Material to process START

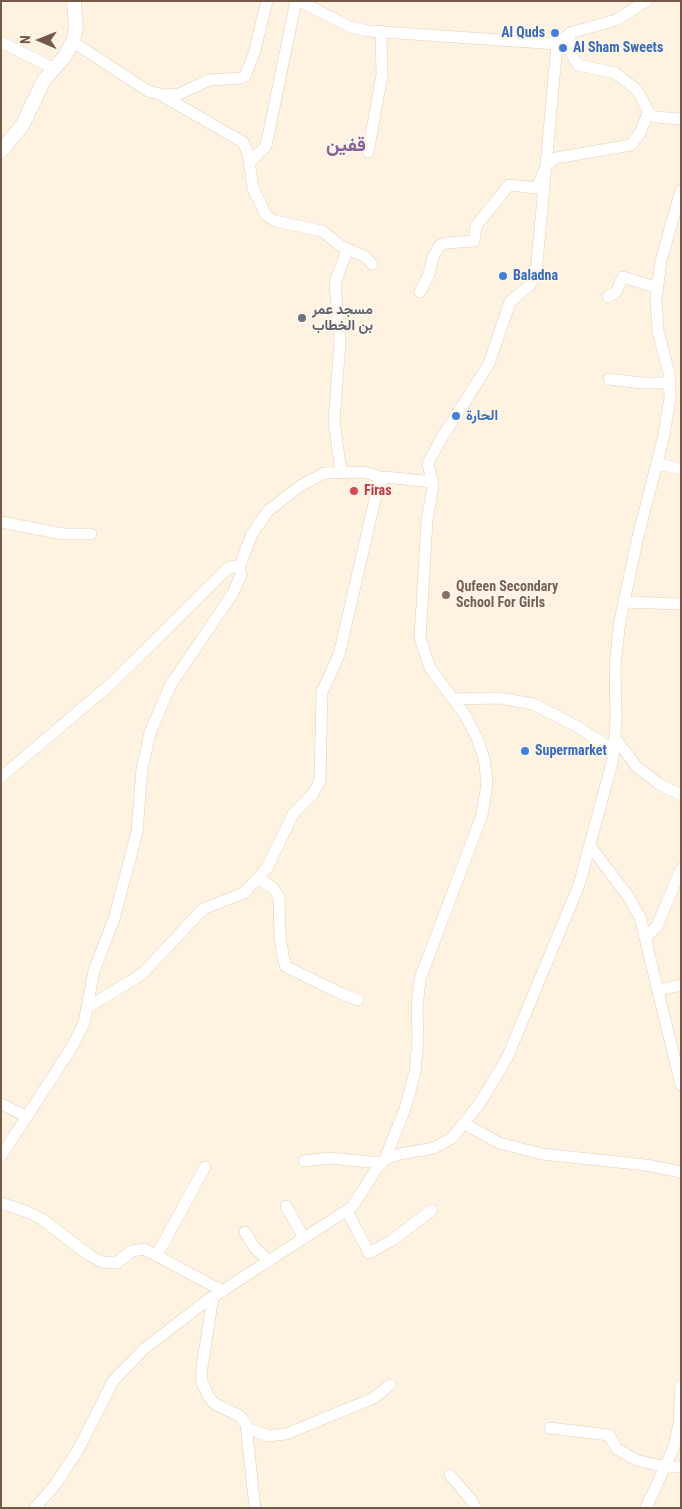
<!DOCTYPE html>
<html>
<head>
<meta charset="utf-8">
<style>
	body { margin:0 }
	#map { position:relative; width:682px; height:1509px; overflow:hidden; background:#fef3e1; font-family:"Roboto Condensed",sans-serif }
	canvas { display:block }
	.frame { position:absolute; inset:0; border:2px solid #765846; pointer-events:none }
	.north { position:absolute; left:15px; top:15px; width:50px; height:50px; -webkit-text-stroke:4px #fff6e9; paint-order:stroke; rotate:271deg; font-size:14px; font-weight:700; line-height:20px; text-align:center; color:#765846 }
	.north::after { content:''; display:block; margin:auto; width:18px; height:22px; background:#765846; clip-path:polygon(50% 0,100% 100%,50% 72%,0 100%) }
</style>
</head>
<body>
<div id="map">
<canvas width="682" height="1509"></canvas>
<div class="frame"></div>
<div class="north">N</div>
</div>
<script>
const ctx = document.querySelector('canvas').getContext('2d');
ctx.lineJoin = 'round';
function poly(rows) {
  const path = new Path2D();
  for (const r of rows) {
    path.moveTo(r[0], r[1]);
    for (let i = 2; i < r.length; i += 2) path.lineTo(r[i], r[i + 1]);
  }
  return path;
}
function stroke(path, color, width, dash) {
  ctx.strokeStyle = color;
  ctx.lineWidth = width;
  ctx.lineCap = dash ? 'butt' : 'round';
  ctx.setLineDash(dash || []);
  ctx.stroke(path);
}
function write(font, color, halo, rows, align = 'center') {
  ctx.font = font + ' "Roboto Condensed",Vazirmatn,sans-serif';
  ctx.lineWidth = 4.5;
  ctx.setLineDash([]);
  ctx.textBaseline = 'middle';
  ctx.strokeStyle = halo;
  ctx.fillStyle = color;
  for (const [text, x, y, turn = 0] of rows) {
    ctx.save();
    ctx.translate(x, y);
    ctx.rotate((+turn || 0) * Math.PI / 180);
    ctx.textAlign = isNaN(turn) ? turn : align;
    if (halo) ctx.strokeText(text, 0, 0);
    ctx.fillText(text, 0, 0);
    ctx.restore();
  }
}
const minor = poly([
	[299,1,350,27,369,31,558,44],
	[570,33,569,50,578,65,615,73,637,90,650,114,656,117,681,119],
	[1,42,53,68],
	[73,42,148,91,163,95,179,94,209,80,241,78,245,76,254,54,267,1],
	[161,95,243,142,248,154,253,188,266,215,275,221,322,231,341,246,366,257,372,264],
	[368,152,382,75,381,31],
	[249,163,266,146,296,1],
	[420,292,429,274,433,257,440,245,447,243,474,241,476,226,509,185,537,188,546,166,556,158,631,145,640,133,648,113],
	[608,297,616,292,623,277,658,288],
	[609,379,641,383,670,383],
	[657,464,681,469],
	[341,472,334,420,340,343,335,283,347,250],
	[1,522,63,534,91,534],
	[239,568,252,534,268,511,300,486,324,473,364,472,383,478],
	[624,602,681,604],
	[454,699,500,698,533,704,576,726,614,750],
	[615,738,637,767,659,784,681,795],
	[1,777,112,683,227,569,233,566,240,570,241,575,233,593,170,686,150,733,142,769,137,832,114,919,94,971,84,1023,72,1047,1,1156],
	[590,846,628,896,640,917,681,1085],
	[259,879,273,888,279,897,280,937,285,966,340,993,358,1000],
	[646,937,657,926,681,869],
	[659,990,681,985],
	[88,1007,142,974,203,909,244,893,267,868,293,814,312,795,320,781,322,692,339,655,379,482,386,477,432,482],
	[1,1104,26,1116],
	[465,1124,499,1143,542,1154,646,1165,681,1172],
	[385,1159,405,1109,415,1072,418,1040,417,1008,420,979,482,815,487,783,484,758,477,738,465,715,430,668,420,638,427,521,433,486,428,463,441,439,489,364,510,302,530,285,536,273,557,45,570,33,616,20,646,1],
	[304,1161,329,1158,381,1163],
	[1,1203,28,1212,43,1220,89,1255,102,1262,116,1263,132,1251,144,1249,223,1291],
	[286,1206,304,1238],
	[347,1211,369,1253,391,1241,432,1210],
	[245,1232,254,1247,269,1261],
	[157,1255,205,1167],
	[213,1297,202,1367,202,1383,209,1397,215,1404,240,1416,246,1424,255,1508],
	[247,1428,268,1436,286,1434,374,1398,390,1385],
	[550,1428,609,1435,617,1449,636,1460,666,1467,681,1467],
	[450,1475,472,1501,475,1508],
	[35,1508,55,1485,78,1450,113,1381,144,1349,205,1302,352,1207,377,1168,385,1159,400,1154,434,1148,452,1138,480,1103,507,1058,579,885,613,759,616,721,615,664,620,621,637,541,664,435,670,398,669,373,658,331,656,299,661,261,681,190],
	[646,1508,674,1447,679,1424,681,1385]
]);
const tertiary = poly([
	[1,151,22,126,44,80,65,56,73,42,76,27,74,1]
]);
const markers = [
	[555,33,5,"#3f7fe0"],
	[563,48,5,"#3f7fe0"],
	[503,276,5,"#3f7fe0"],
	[302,318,5,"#6b7280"],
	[456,416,5,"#3f7fe0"],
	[354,491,5,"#e0444e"],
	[446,595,5,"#8d6e63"],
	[525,751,5,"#3f7fe0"]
];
const shopNames = [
	["Al Quds",545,33,"right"],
	["Al Sham Sweets",573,48],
	["Baladna",513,276],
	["الحارة",466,416],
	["Supermarket",535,751]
];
const worshipNames = [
	["مسجد عمر",312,310],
	["بن الخطاب",312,326]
];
const healthNames = [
	["Firas",364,491]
];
const educationNames = [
	["Qufeen Secondary",456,587],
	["School For Girls",456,603]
];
const districtNames = [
	["قفين",346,146]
];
stroke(minor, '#e2cfbc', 12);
stroke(tertiary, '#e2cfbc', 15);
stroke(minor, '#fff', 11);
stroke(tertiary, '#fff', 14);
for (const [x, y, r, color] of markers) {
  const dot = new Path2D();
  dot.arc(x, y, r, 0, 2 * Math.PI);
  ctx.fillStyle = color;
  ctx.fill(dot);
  stroke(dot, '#fff6e9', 2);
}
write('bold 14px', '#366cbe', '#fff6e9', shopNames, 'left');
write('bold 14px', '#5b616d', '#fff6e9', worshipNames, 'left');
write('bold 14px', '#be3a42', '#fff6e9', healthNames, 'left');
write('bold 14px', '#785e54', '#fff6e9', educationNames, 'left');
write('bold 19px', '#88619a', '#fff6e9', districtNames);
</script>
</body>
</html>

Material to process END

Please count the lines in the records that contain "halo" and reply with the count alone.

3